Collection entries
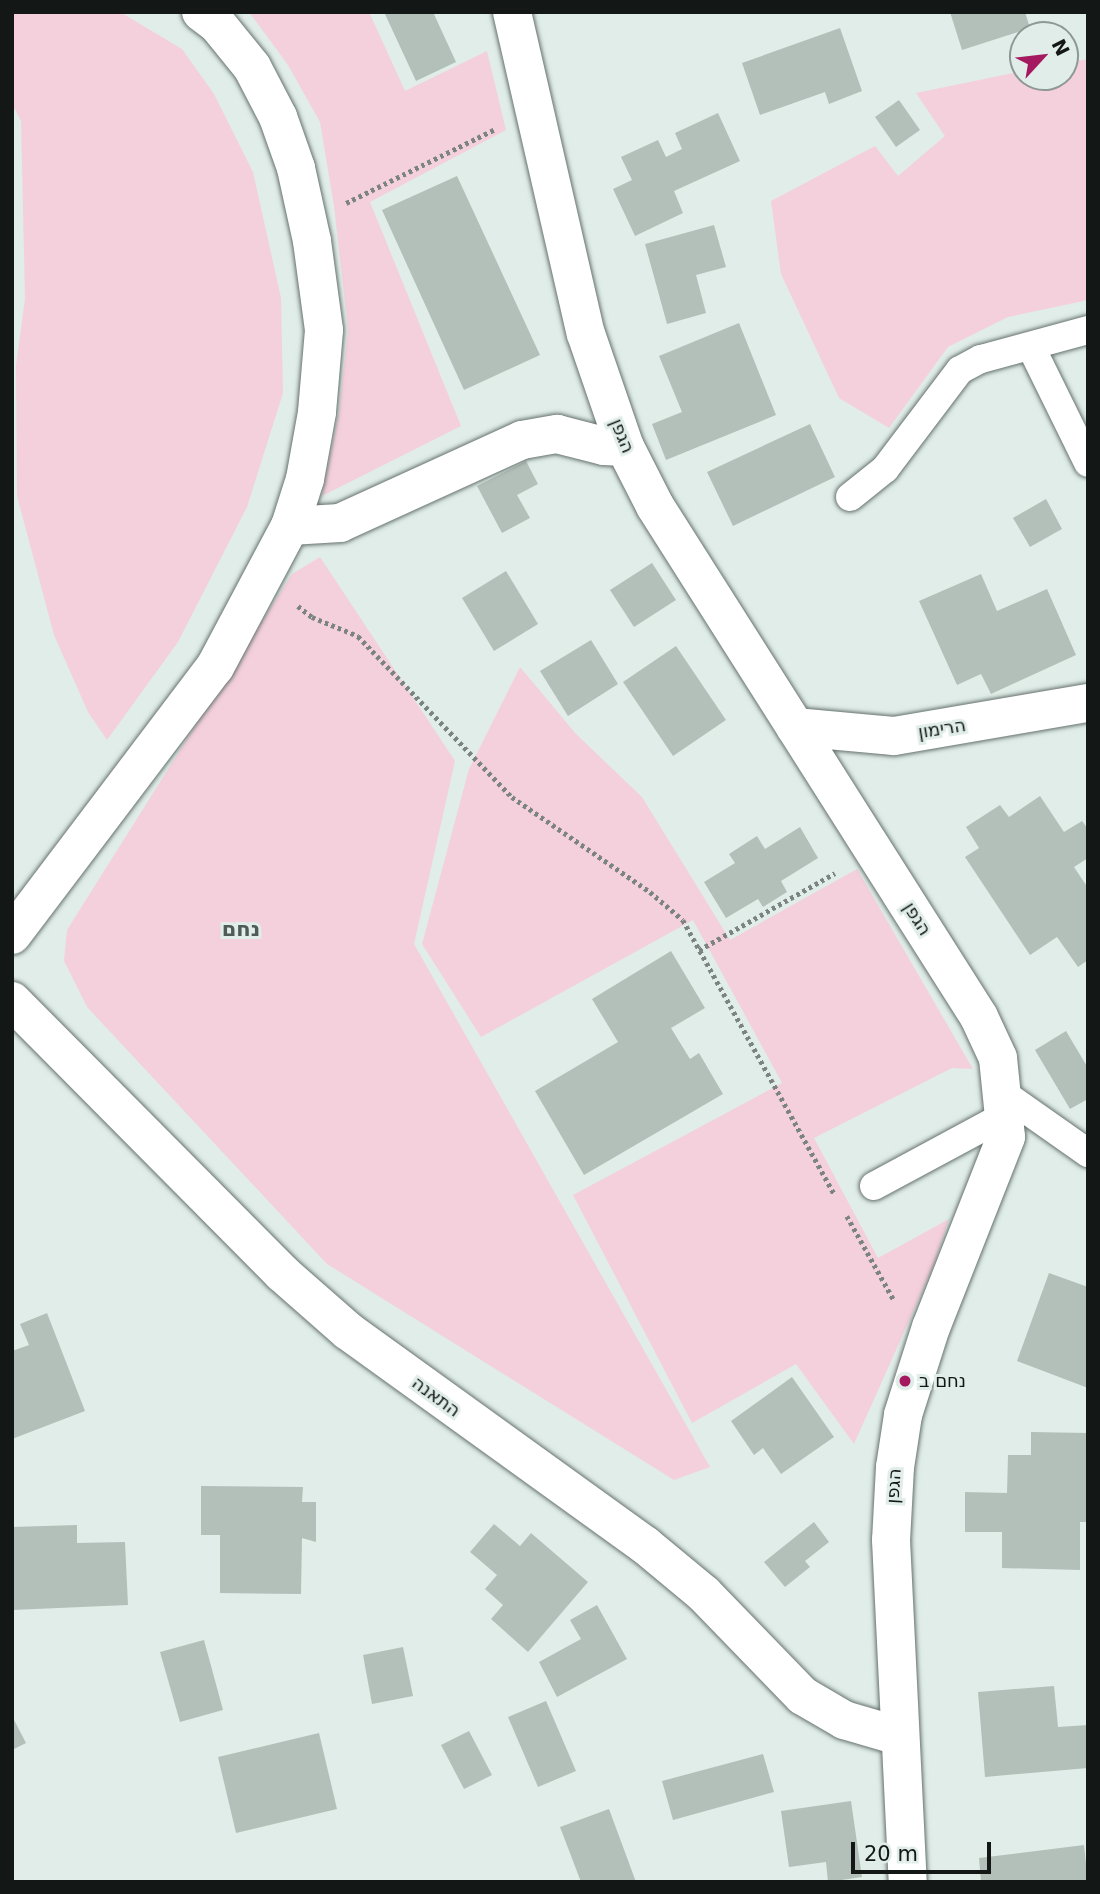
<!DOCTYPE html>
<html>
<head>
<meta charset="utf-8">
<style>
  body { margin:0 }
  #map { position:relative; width:1100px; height:1894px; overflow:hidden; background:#e0ede8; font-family:"DejaVu Sans",Heebo,sans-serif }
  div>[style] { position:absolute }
  .green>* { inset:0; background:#f4d0dc }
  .building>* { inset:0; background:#b3c0ba }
  .path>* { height:4.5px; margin-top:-2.25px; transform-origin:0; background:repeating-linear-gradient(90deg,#7b8481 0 3.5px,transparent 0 7px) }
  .roads { filter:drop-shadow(0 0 2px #66726d) drop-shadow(0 0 2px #66726d) }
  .service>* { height:28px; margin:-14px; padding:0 14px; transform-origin:14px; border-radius:14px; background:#fff }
  .minor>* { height:38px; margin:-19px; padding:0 19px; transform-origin:19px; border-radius:19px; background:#fff }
  .dots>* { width:19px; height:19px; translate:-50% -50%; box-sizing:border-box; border:4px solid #e0ede8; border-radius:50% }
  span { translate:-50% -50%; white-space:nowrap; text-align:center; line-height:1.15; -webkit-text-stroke:6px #e0ede8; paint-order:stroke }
  .street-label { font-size:18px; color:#131816 }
  .poi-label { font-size:18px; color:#131816 }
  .left { translate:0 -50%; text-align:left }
  .quarter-label { font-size:21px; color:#4f5b56; font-weight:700 }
  .frame { position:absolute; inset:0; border:14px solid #131816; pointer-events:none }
  .north { position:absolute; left:1009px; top:21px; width:70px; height:70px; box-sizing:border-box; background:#e0ede8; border:2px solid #8e9894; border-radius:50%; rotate:63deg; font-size:19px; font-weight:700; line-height:28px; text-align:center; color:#131816 }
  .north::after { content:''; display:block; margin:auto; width:24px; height:32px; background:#a41960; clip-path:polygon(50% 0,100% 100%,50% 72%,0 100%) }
  .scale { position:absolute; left:851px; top:1842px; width:140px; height:32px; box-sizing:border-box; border:4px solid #131816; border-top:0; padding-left:9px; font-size:21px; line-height:24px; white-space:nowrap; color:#131816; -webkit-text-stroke:5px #e0ede8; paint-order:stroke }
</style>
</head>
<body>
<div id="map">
  <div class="green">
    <i style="clip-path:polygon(12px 12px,120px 12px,182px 49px,214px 94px,253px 172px,281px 298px,283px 393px,247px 507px,178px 642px,107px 740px,88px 712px,54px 635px,17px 496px,16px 365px,25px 299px,21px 121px,12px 104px)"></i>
    <i style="clip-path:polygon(249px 12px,369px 12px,405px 91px,487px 51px,506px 130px,370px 202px,461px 426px,322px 496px,339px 412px,348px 329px,334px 206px,320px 122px,288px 65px)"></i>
    <i style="clip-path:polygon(1088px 59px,1088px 300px,1008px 317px,948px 347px,889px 428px,839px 398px,781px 274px,771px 201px,875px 146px,898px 176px,945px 136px,916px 93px,1023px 71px,1023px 77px,1065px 77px,1065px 63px)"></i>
    <i style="clip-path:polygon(320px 557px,455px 761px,414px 944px,710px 1467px,674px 1480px,327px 1264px,87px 1007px,64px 961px,67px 930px,226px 677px,292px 574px)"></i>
    <i style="clip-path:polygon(520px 667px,576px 734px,642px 797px,730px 940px,857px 869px,973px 1069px,952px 1068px,814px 1138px,878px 1258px,949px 1219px,934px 1265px,854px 1444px,796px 1364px,692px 1423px,573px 1195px,782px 1083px,693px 920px,481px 1037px,422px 944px,469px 769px)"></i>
  </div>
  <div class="building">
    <i style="clip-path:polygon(384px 12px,433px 12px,456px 62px,416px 81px)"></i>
    <i style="clip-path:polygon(950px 12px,1025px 12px,1030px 28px,962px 50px)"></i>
    <i style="clip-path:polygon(840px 28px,862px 91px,829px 104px,825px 92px,760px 115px,742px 63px)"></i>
    <i style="clip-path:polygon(899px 100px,920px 130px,896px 147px,875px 117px)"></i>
    <i style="clip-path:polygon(718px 113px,740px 161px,674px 191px,683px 213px,635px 236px,613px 189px,632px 180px,621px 157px,658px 140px,666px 157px,682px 149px,675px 133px)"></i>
    <i style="clip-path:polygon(457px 176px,540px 355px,464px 390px,382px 210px)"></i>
    <i style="clip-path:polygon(714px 225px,726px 267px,696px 275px,706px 313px,667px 324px,645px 244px)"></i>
    <i style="clip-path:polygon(739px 323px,776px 415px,666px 460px,652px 424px,682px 412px,659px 356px)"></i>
    <i style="clip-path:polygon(810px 424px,835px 477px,733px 526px,707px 472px)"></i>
    <i style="clip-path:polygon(526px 461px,538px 484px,517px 495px,530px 518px,502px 533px,477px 486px)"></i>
    <i style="clip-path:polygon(1046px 499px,1062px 529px,1030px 547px,1013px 518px)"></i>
    <i style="clip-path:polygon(652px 563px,676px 600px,634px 627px,610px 590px)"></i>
    <i style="clip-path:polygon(506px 571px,538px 624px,494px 651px,462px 598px)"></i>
    <i style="clip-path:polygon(981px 574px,997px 611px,1047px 589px,1076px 655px,991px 694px,981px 674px,957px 685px,919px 601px)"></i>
    <i style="clip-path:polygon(591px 640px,618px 684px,568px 716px,540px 671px)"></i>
    <i style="clip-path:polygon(676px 646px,726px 720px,673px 756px,623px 682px)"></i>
    <i style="clip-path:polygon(1040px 796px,1064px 832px,1082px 821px,1088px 829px,1088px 858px,1074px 867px,1088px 888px,1088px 960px,1078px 967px,1057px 937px,1030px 955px,965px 857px,979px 848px,966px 827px,1000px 805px,1009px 817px)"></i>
    <i style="clip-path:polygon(800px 827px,818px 858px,781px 881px,787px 892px,763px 907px,758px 899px,726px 918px,704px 882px,735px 863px,729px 854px,757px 836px,765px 849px)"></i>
    <i style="clip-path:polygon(671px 951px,705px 1008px,671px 1028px,690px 1059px,699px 1053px,723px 1094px,584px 1175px,535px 1091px,618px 1042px,592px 999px)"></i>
    <i style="clip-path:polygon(1066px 1031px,1088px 1068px,1088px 1099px,1070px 1109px,1035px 1050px)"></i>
    <i style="clip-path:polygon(1049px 1273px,1088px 1287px,1088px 1388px,1017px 1361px)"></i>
    <i style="clip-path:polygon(47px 1313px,85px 1411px,12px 1439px,12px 1351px,29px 1345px,20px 1324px)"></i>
    <i style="clip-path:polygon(792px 1377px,834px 1437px,781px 1474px,763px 1448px,754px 1455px,731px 1421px)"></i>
    <i style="clip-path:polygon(1031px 1432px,1088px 1433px,1088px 1522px,1080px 1522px,1080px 1570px,1002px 1568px,1002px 1532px,965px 1532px,965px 1492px,1007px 1493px,1008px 1455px,1031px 1455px)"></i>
    <i style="clip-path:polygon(201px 1486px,303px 1487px,302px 1502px,316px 1502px,316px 1542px,302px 1538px,301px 1594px,220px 1593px,220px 1535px,201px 1535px)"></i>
    <i style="clip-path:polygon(814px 1522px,829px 1542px,805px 1561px,810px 1567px,785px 1587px,764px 1562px)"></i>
    <i style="clip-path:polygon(494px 1524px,520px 1546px,531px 1533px,588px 1582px,528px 1652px,491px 1619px,503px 1605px,485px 1589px,497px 1575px,470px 1552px)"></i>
    <i style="clip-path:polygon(77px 1525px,77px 1543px,125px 1542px,128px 1605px,12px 1610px,12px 1527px)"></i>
    <i style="clip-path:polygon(597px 1605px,627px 1659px,557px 1697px,539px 1662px,581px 1639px,570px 1620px)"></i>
    <i style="clip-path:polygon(204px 1640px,223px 1710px,180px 1722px,160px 1652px)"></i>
    <i style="clip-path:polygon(403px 1647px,413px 1696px,372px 1704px,363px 1655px)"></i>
    <i style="clip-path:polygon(1054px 1686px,1058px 1727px,1088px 1725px,1088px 1768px,985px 1777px,978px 1692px)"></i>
    <i style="clip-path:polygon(546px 1701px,576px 1771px,538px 1787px,508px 1717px)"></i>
    <i style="clip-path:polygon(12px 1716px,26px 1743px,12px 1750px)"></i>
    <i style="clip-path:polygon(469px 1731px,492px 1775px,464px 1789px,441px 1745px)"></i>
    <i style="clip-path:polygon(319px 1733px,337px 1809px,236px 1833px,218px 1757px)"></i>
    <i style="clip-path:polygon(763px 1754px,774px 1792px,673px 1820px,662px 1781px)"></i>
    <i style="clip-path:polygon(851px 1801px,862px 1877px,828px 1882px,826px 1862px,789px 1867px,781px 1811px)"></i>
    <i style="clip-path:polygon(609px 1809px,636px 1882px,581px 1882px,560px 1827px)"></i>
    <i style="clip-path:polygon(1084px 1845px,1088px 1882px,981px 1882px,979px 1858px)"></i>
  </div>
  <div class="path">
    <i style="left:346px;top:203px;width:166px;rotate:-26.4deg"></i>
    <i style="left:298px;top:606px;width:18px;rotate:38deg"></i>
    <i style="left:312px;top:617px;width:50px;rotate:22.4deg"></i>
    <i style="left:358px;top:636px;width:223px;rotate:46.3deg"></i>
    <i style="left:512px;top:797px;width:168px;rotate:34.5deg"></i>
    <i style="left:650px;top:892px;width:43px;rotate:40.3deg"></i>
    <i style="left:683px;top:920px;width:312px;rotate:61.1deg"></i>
    <i style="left:699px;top:950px;width:156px;rotate:-29.5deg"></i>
    <i style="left:847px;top:1216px;width:96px;rotate:60.8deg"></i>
  </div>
  <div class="roads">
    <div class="service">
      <i style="left:1031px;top:347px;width:129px;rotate:63.8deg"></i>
      <i style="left:850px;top:497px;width:45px;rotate:-38.7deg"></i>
      <i style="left:885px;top:469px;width:124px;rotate:-52.9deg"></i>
      <i style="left:960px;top:370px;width:24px;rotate:-28deg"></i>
      <i style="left:981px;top:359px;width:111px;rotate:-15.2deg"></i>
      <i style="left:1004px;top:1094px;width:103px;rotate:35.1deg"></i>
      <i style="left:874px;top:1186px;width:150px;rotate:-28.3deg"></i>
    </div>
    <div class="minor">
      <i style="left:512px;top:12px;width:330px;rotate:77.1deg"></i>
      <i style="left:586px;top:334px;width:120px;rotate:71deg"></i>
      <i style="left:625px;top:447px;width:66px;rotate:63deg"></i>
      <i style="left:655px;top:506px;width:605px;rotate:57.62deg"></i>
      <i style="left:979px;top:1017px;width:45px;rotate:65.1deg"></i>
      <i style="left:998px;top:1058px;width:79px;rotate:84.2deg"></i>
      <i style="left:1006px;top:1137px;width:204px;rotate:111.5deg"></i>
      <i style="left:931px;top:1327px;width:92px;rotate:107.7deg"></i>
      <i style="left:903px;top:1415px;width:53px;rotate:98.7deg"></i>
      <i style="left:895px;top:1467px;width:73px;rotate:93.1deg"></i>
      <i style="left:891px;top:1540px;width:342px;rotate:87.2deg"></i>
      <i style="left:290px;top:526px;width:50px;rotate:-3.4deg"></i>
      <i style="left:340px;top:523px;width:200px;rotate:-24.5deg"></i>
      <i style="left:522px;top:440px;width:36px;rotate:-10deg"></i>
      <i style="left:557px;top:434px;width:49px;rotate:14.3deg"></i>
      <i style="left:604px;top:446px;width:21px;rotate:3deg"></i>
      <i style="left:795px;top:727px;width:99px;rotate:5.2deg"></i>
      <i style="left:894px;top:736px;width:197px;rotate:-9.7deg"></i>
      <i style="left:12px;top:935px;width:336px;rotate:-52.9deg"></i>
      <i style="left:215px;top:667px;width:160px;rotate:-62deg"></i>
      <i style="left:290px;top:526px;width:49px;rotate:-72.3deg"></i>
      <i style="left:305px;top:479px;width:68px;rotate:-79.8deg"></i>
      <i style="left:317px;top:412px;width:82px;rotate:-85.1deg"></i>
      <i style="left:324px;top:330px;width:90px;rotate:-97.7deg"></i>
      <i style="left:312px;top:241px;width:75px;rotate:-102.4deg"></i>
      <i style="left:296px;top:168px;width:54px;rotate:-109.4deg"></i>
      <i style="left:278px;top:117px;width:56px;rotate:-117.5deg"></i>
      <i style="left:252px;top:67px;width:55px;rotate:-129.1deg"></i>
      <i style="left:217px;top:24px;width:20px;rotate:-143deg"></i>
      <i style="left:12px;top:1001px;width:383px;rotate:45.2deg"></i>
      <i style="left:282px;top:1273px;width:88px;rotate:41.3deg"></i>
      <i style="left:348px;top:1331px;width:366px;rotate:35.8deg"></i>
      <i style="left:645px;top:1545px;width:77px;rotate:39.7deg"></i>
      <i style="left:704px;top:1594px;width:142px;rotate:45.9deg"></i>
      <i style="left:803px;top:1696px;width:48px;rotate:30.3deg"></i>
      <i style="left:844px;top:1720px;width:57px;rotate:16.2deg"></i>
    </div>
  </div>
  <div class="dots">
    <i style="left:905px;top:1381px;background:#a41960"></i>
  </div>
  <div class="street-label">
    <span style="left:622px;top:436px;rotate:68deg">הגפן</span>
    <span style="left:942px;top:729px;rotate:-9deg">הרימון</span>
    <span style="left:917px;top:919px;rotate:58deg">הגפן</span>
    <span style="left:436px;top:1397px;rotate:36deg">התאנה</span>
    <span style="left:894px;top:1486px;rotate:-86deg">הגפן</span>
  </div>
  <div class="poi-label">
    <span class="left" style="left:919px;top:1381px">נחם ב</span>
  </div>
  <div class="quarter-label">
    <span style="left:241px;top:929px">נחם</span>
  </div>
  <div class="frame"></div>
  <div class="north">N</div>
  <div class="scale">20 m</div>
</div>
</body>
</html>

:: EXERCISE ::
Return the lines exactly as they stand, from the start of the entries through the line holding "position:relative; width:1100px; height:1894px;"; omit the pictures.

:: RESPONSE ::
<!DOCTYPE html>
<html>
<head>
<meta charset="utf-8">
<style>
  body { margin:0 }
  #map { position:relative; width:1100px; height:1894px; overflow:hidden; background:#e0ede8; font-family:"DejaVu Sans",Heebo,sans-serif }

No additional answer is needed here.